## What to work on
Exact transcription begins at the first line of the material below and ends with the line holding "display:flex; align-items:center; gap:20px;"; pictures are skipped.

## Input data
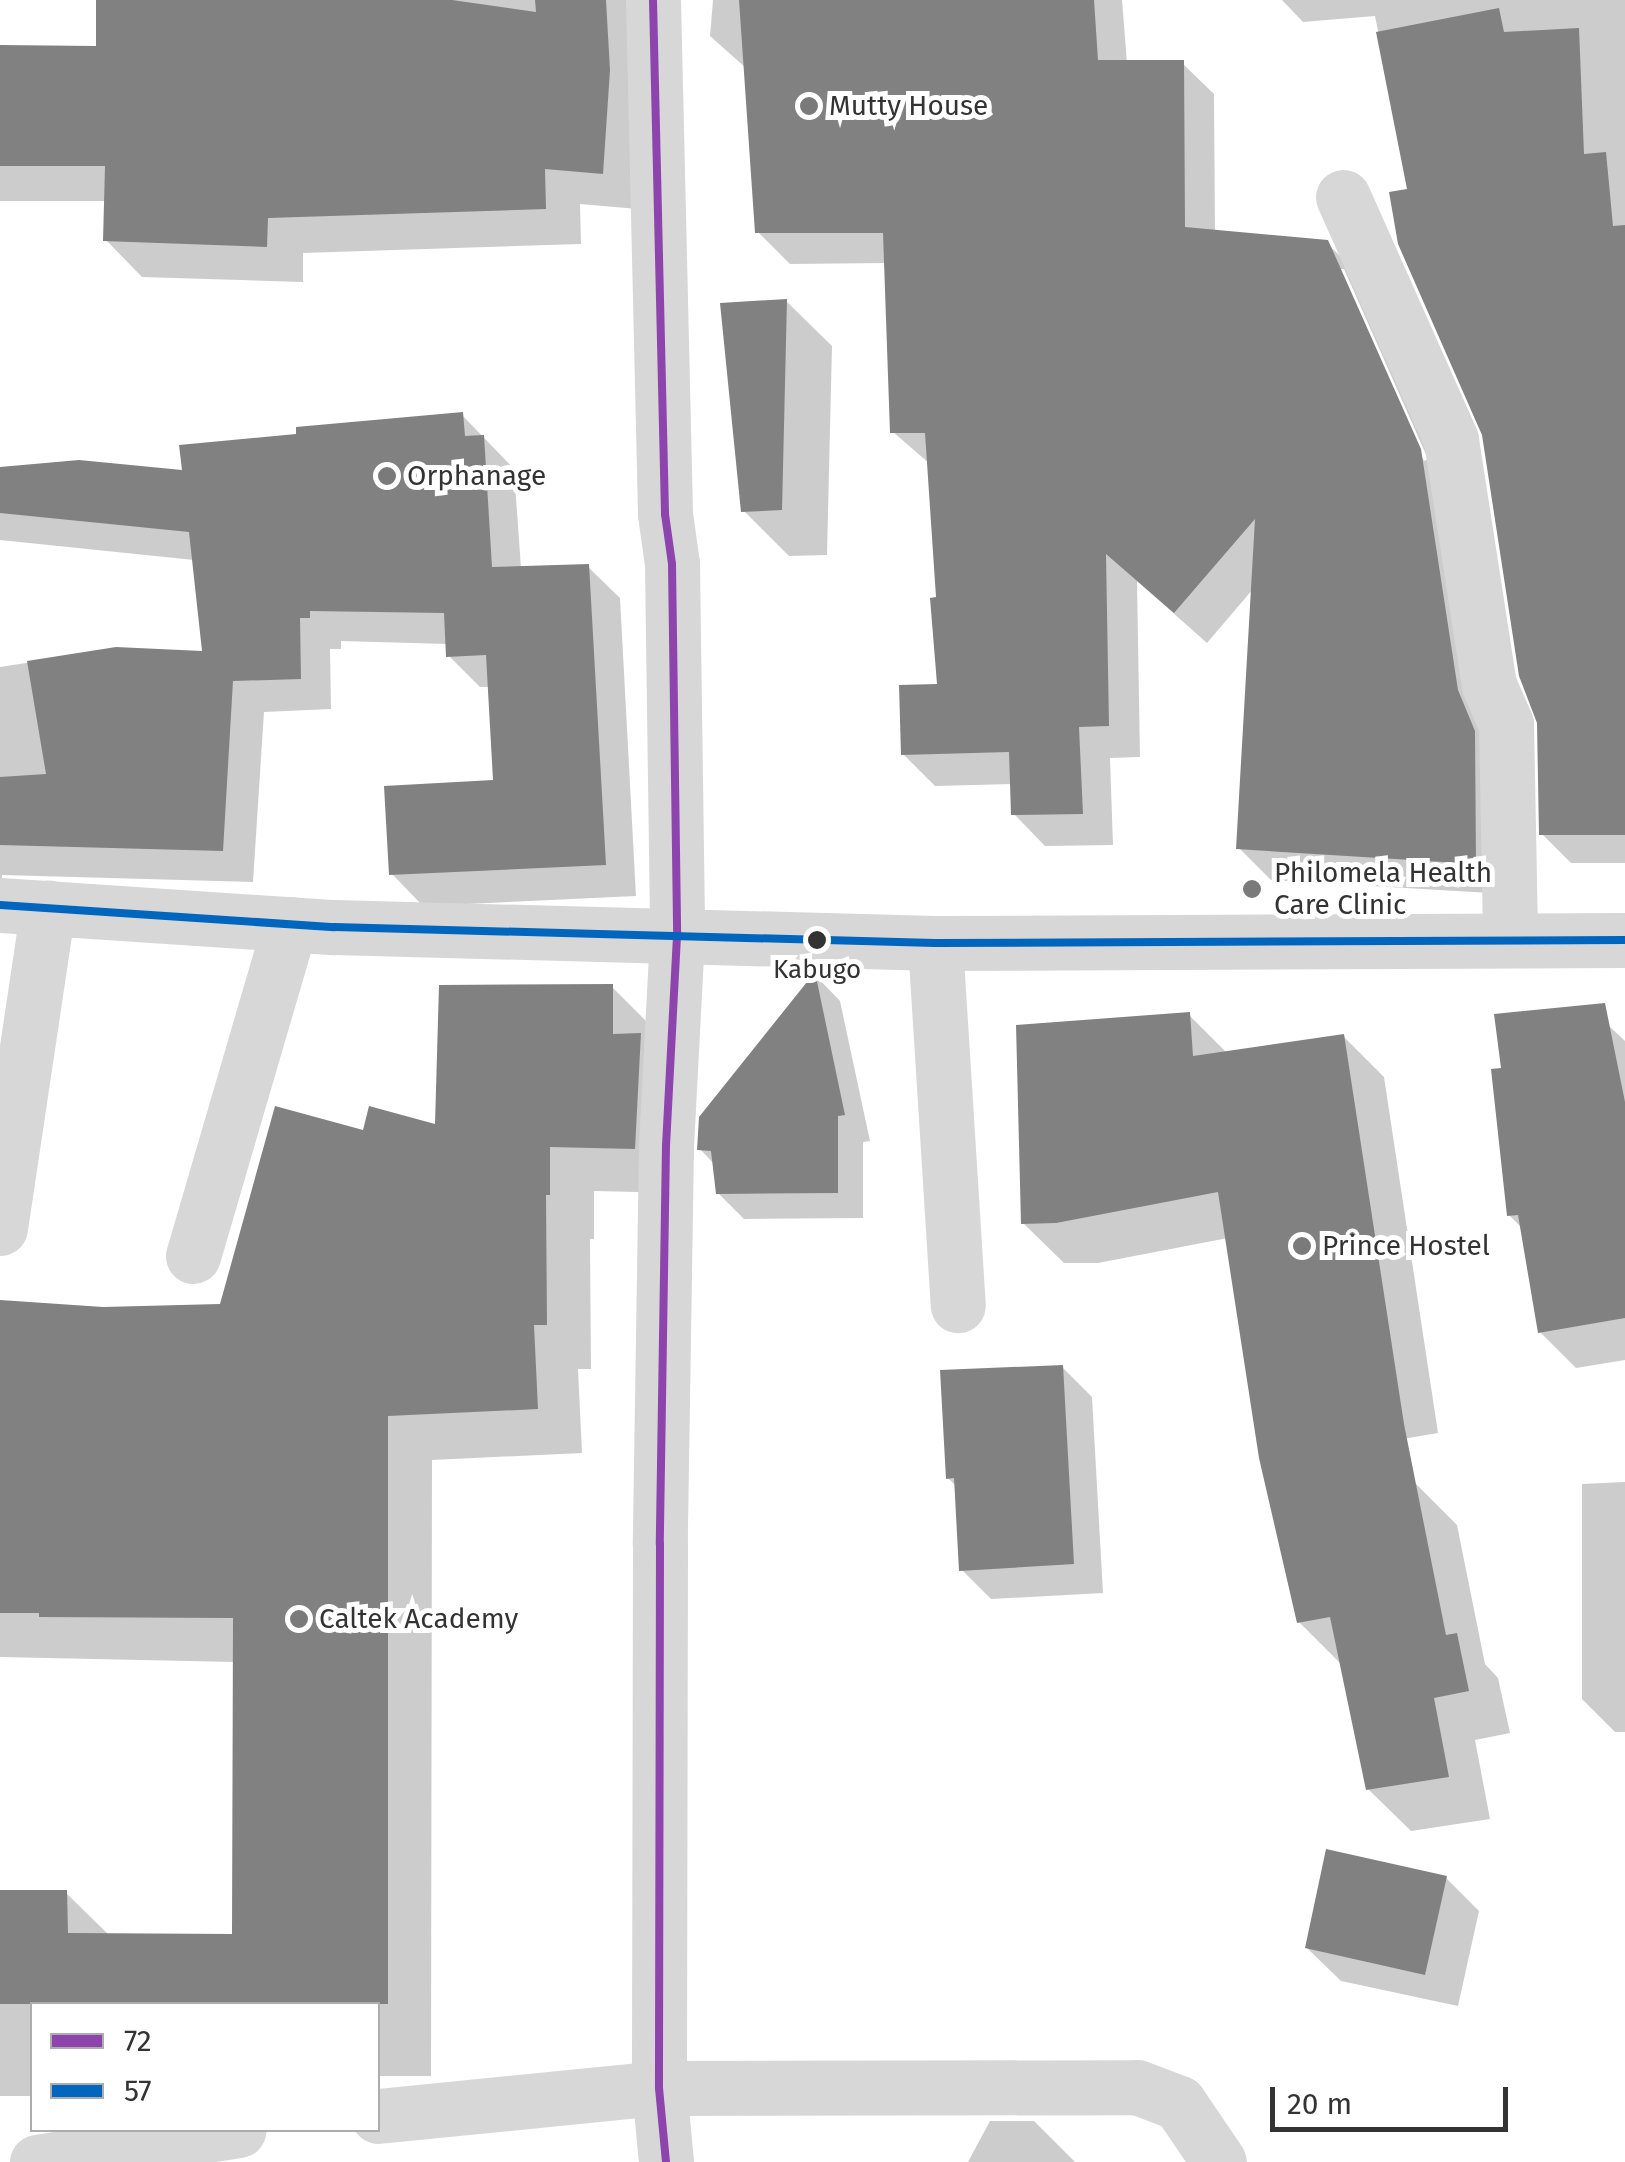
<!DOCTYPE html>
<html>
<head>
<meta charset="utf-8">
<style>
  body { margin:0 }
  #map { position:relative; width:1625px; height:2162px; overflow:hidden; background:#fff; font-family:"Fira Sans",sans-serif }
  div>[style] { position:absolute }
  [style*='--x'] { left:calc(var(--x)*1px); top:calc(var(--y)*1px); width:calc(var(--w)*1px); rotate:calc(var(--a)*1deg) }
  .shadow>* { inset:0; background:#0003 }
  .building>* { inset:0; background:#818181 }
  .minor>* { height:55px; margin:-27.5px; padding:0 27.5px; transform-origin:27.5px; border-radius:27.5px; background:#d7d7d7 }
  .bus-1>* { height:8px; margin:-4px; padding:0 4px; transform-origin:4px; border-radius:4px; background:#8e44ad }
  .bus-2>* { height:8px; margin:-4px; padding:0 4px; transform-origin:4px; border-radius:4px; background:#0065bd }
  .dots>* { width:28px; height:28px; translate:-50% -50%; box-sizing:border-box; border:5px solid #fff; border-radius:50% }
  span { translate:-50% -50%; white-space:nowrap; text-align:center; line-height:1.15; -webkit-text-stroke:10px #fff; paint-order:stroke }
  .bus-label { font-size:26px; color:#333 }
  .poi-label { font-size:28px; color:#333 }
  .left { translate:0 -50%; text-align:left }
  .legend { position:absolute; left:30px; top:2002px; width:350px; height:130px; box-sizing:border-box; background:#fff; border:2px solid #adadad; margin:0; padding:12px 18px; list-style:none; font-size:30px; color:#333 }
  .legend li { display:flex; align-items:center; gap:20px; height:50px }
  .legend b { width:50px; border:2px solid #adadad }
  .scale { position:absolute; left:1270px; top:2087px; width:238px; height:45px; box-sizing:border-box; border:5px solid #333; border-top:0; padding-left:12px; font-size:30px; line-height:35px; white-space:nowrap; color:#333; -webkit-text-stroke:8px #fff; paint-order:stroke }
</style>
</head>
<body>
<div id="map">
  <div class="shadow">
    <i style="clip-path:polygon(99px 0,639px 0,638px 209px,580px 204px,581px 244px,303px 253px,303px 282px,142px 277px,106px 240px,106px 201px,0 201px,0 48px,99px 48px)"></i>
    <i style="clip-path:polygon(evenodd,713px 0,1122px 0,1127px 63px,1182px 63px,1214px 94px,1215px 232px,1327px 243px,1359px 275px,1452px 483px,1507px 894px,1271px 880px,1239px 848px,1253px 589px,1207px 643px,1137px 581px,1140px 757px,1110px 758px,1113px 845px,1045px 846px,1014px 814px,1013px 784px,935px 786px,903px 754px,940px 687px,939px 600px,930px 464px,893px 432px,887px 263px,790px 264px,758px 232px,746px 68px,710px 36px,713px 0,1338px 269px,1344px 269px,1428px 459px,1424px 461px,1338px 269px)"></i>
    <i style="clip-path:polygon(1282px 0,1625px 0,1625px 863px,1571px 863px,1542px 834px,1540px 722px,1484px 434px,1410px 191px,1375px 16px,1303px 22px)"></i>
    <i style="clip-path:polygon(786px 301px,832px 346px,827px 555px,789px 556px,744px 511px)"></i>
    <i style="clip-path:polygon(462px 415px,514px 469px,521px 568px,588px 567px,620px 598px,636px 896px,423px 906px,392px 874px,495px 783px,490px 687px,480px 687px,449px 656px,448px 644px,341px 641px,341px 649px,330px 649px,331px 709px,264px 712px,253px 882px,2px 875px,0 923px,0 667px,116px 649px,204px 654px,194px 560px,0 540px,0 469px,185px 473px)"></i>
    <i style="clip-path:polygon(816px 976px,840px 1001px,870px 1141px,863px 1142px,863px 1218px,744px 1219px,718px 1193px,715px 1165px,700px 1149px)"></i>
    <i style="clip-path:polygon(612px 987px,657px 1032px,679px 1193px,594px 1191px,594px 1239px,590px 1239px,591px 1369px,578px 1369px,582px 1453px,432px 1460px,431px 2076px,378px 2076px,378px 2004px,32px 2004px,32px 2096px,0 2096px,0 1893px,66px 1893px,110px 1936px,235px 1937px,235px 1662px,0 1657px,0 1302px,103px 1310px,222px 1307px,364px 1133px,437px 1127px)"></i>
    <i style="clip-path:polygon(1189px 1015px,1227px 1053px,1343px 1036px,1384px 1077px,1438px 1433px,1296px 1457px,1228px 1238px,1098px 1263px,1064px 1263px,1023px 1223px)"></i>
    <i style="clip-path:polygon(1608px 1025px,1625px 1041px,1625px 1360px,1576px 1368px,1540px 1332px,1522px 1228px,1509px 1215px)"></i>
    <i style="clip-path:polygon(1062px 1367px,1092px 1397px,1103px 1593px,991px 1599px,961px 1569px,957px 1487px,948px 1478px)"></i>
    <i style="clip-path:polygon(1414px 1482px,1457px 1525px,1485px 1664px,1498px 1678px,1510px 1733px,1475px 1740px,1490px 1819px,1411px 1831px,1368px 1789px,1342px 1665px,1299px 1622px)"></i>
    <i style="clip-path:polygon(1625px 1482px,1625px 1732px,1615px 1732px,1582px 1699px,1582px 1484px)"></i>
    <i style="clip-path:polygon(1446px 1878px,1479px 1911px,1458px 2006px,1341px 1981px,1307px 1948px)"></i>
    <i style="clip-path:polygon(990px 2121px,1034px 2121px,1075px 2162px,968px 2162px)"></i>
  </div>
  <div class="building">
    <i style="clip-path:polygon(96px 0,452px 0,536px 12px,535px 0,606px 0,610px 70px,603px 174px,545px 169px,546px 209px,268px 218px,267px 247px,103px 241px,105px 166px,0 166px,0 45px,96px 46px)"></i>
    <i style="clip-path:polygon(739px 0,1094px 0,1098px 60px,1184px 60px,1185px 227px,1328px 240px,1421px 449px,1458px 690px,1475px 731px,1476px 864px,1236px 849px,1255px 519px,1174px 613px,1106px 554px,1109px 726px,1079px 727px,1083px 814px,1011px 815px,1009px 752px,901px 755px,899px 685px,937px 684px,930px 598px,936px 597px,925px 433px,890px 433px,883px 233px,755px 233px)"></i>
    <i style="clip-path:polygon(1499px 8px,1504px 32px,1579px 28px,1584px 154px,1606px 152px,1613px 226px,1625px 225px,1625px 835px,1539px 835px,1537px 723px,1519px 676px,1482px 435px,1398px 244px,1389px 192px,1407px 189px,1376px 32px)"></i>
    <i style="clip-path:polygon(787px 299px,782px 510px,741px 512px,720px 303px)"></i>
    <i style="clip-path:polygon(463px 412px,465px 436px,484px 435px,492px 567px,589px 564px,606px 865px,389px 875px,384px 786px,493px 780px,486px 655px,446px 657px,444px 613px,310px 611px,310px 618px,300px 618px,301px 679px,233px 681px,223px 851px,0 845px,0 777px,46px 774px,27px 661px,116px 647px,202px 651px,189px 532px,0 513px,0 467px,79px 460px,182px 470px,179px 445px,296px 434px,296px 427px)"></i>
    <i style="clip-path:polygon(815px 972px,845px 1115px,838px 1116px,838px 1193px,716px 1194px,711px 1151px,697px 1150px,699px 1117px)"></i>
    <i style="clip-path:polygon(613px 984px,613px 1034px,641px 1033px,635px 1149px,550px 1147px,550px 1195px,546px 1195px,547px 1325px,534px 1325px,538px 1409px,388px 1416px,388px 2004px,0 2004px,0 1890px,67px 1890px,68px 1933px,232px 1934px,233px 1618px,39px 1617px,39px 1613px,0 1613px,0 1300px,103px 1307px,220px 1304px,275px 1106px,363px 1130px,369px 1106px,435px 1124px,439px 985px)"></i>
    <i style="clip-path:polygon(1605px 1003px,1625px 1102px,1625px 1318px,1538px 1333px,1518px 1215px,1507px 1216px,1491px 1069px,1501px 1068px,1494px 1014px)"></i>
    <i style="clip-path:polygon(1190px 1012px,1193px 1056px,1344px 1034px,1404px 1424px,1446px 1635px,1457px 1633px,1469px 1691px,1434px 1698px,1449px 1777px,1366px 1790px,1330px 1617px,1297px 1623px,1259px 1458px,1218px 1192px,1056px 1223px,1021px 1224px,1016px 1025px)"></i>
    <i style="clip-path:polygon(1063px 1365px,1074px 1564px,959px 1571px,954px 1478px,946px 1479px,940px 1370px)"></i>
    <i style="clip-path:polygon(1326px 1849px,1447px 1876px,1425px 1975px,1305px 1948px)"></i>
  </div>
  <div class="minor">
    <i style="--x:653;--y:0;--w:514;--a:88.66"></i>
    <i style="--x:665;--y:514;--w:50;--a:82"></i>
    <i style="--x:672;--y:564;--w:372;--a:89.2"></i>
    <i style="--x:677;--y:936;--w:210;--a:93"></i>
    <i style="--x:666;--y:1146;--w:398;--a:90.9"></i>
    <i style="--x:660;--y:1544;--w:544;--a:90.11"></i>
    <i style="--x:659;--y:2088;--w:74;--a:84.6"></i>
    <i style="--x:1343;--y:197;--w:266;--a:66"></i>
    <i style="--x:1451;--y:440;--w:248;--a:81.2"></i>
    <i style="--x:1489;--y:685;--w:43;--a:66.4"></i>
    <i style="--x:1506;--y:724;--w:216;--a:88.9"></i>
    <i style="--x:0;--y:905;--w:335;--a:3.8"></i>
    <i style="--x:334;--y:927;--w:601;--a:1.52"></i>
    <i style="--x:935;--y:943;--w:690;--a:-0.25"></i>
    <i style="--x:935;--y:943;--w:363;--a:86.4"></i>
    <i style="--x:0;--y:1228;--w:324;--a:-81.5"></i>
    <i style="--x:193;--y:1256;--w:346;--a:-73.7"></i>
    <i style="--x:378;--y:2116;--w:282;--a:-5.7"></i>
    <i style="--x:659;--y:2088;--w:478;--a:-0.1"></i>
    <i style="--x:1137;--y:2087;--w:45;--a:20.9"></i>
    <i style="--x:1179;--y:2103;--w:71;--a:55.9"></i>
    <i style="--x:37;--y:2162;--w:204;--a:-9"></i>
  </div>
  <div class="bus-1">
    <i style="--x:653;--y:0;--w:514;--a:88.66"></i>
    <i style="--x:665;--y:514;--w:50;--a:82"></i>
    <i style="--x:672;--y:564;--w:372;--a:89.2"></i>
    <i style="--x:677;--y:936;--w:210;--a:93"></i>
    <i style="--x:666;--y:1146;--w:398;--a:90.9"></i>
    <i style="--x:660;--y:1544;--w:544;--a:90.11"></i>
    <i style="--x:659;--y:2088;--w:74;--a:84.6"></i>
  </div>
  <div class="bus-2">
    <i style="--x:0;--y:905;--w:335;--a:3.8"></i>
    <i style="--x:334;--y:927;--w:601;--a:1.52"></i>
    <i style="--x:935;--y:943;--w:690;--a:-0.25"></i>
  </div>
  <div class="dots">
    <i style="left:809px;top:106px;background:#7a7a7a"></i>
    <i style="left:387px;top:476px;background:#7a7a7a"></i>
    <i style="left:1252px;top:889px;background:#7a7a7a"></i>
    <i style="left:817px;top:940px;background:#333"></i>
    <i style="left:1302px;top:1246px;background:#7a7a7a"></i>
    <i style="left:299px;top:1619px;background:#7a7a7a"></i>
  </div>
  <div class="bus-label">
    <span style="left:817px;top:970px">Kabugo</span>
  </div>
  <div class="poi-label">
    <span class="left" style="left:829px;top:106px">Mutty House</span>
    <span class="left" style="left:407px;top:476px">Orphanage</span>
    <span class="left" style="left:1274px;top:889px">Philomela Health<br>Care Clinic</span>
    <span class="left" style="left:1322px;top:1246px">Prince Hostel</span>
    <span class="left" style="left:319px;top:1619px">Caltek Academy</span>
  </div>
  <ul class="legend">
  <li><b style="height:12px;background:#8e44ad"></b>72</li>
  <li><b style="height:12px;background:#0065bd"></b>57</li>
  </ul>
  <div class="scale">20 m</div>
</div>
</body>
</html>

## Solution to the exercise
<!DOCTYPE html>
<html>
<head>
<meta charset="utf-8">
<style>
  body { margin:0 }
  #map { position:relative; width:1625px; height:2162px; overflow:hidden; background:#fff; font-family:"Fira Sans",sans-serif }
  div>[style] { position:absolute }
  [style*='--x'] { left:calc(var(--x)*1px); top:calc(var(--y)*1px); width:calc(var(--w)*1px); rotate:calc(var(--a)*1deg) }
  .shadow>* { inset:0; background:#0003 }
  .building>* { inset:0; background:#818181 }
  .minor>* { height:55px; margin:-27.5px; padding:0 27.5px; transform-origin:27.5px; border-radius:27.5px; background:#d7d7d7 }
  .bus-1>* { height:8px; margin:-4px; padding:0 4px; transform-origin:4px; border-radius:4px; background:#8e44ad }
  .bus-2>* { height:8px; margin:-4px; padding:0 4px; transform-origin:4px; border-radius:4px; background:#0065bd }
  .dots>* { width:28px; height:28px; translate:-50% -50%; box-sizing:border-box; border:5px solid #fff; border-radius:50% }
  span { translate:-50% -50%; white-space:nowrap; text-align:center; line-height:1.15; -webkit-text-stroke:10px #fff; paint-order:stroke }
  .bus-label { font-size:26px; color:#333 }
  .poi-label { font-size:28px; color:#333 }
  .left { translate:0 -50%; text-align:left }
  .legend { position:absolute; left:30px; top:2002px; width:350px; height:130px; box-sizing:border-box; background:#fff; border:2px solid #adadad; margin:0; padding:12px 18px; list-style:none; font-size:30px; color:#333 }
  .legend li { display:flex; align-items:center; gap:20px; height:50px }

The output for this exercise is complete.